Task
Reproduce every record below exactly as written, leaving out any pictures.

[Dataset Boundary: Start]

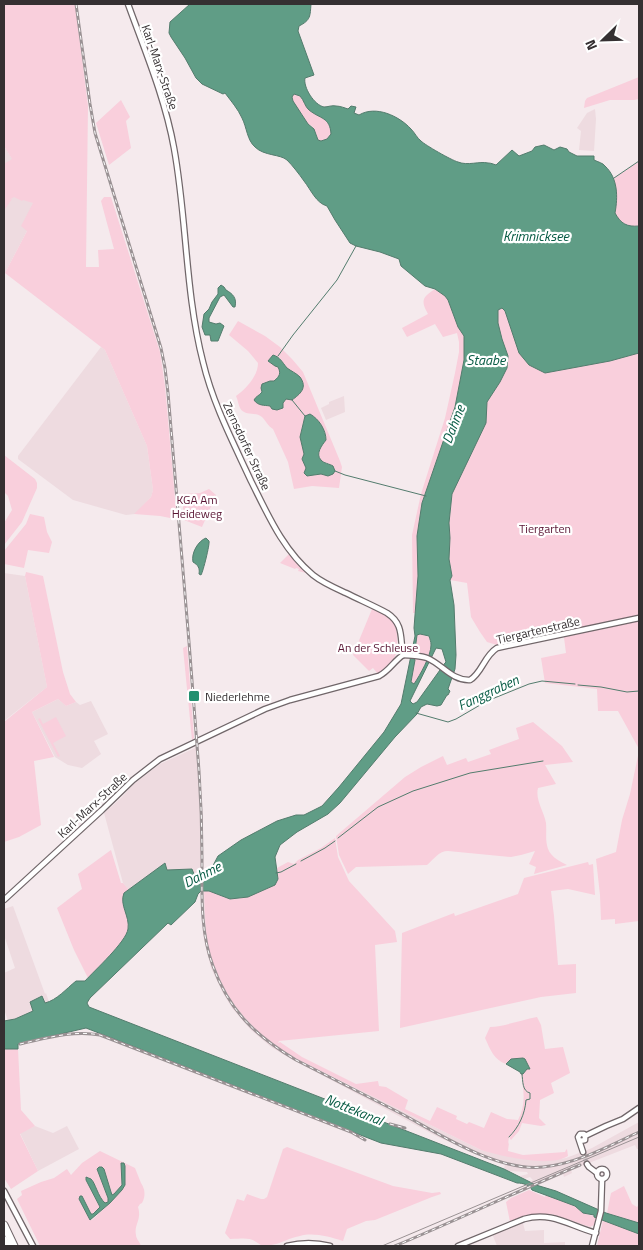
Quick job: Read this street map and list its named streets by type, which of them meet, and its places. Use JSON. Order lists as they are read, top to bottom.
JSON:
{
  "streets": {
    "street": ["Karl-Marx-Straße", "Zernsdorfer Straße", "Tiergartenstraße"]
  },
  "crossings": [
    ["Karl-Marx-Straße", "Zernsdorfer Straße"],
    ["Karl-Marx-Straße", "Tiergartenstraße"],
    ["Zernsdorfer Straße", "Tiergartenstraße"]
  ],
  "water": [
    "Krimnicksee",
    "Staabe",
    "Dahme",
    "Fanggraben",
    "Nottekanal"
  ],
  "parks": ["KGA Am Heideweg", "Tiergarten", "An der Schleuse"],
  "places": {
    "transit": ["Niederlehme"]
  },
  "north": "bottom left"
}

[Dataset Boundary: End]

Solution below
Quick job: Read this street map and list its named streets by type, which of them meet, and its places. Use JSON. Order lists as they are read, top to bottom.
JSON:
{
  "streets": {
    "street": ["Karl-Marx-Straße", "Zernsdorfer Straße", "Tiergartenstraße"]
  },
  "crossings": [
    ["Karl-Marx-Straße", "Zernsdorfer Straße"],
    ["Karl-Marx-Straße", "Tiergartenstraße"],
    ["Zernsdorfer Straße", "Tiergartenstraße"]
  ],
  "water": [
    "Krimnicksee",
    "Staabe",
    "Dahme",
    "Fanggraben",
    "Nottekanal"
  ],
  "parks": ["KGA Am Heideweg", "Tiergarten", "An der Schleuse"],
  "places": {
    "transit": ["Niederlehme"]
  },
  "north": "bottom left"
}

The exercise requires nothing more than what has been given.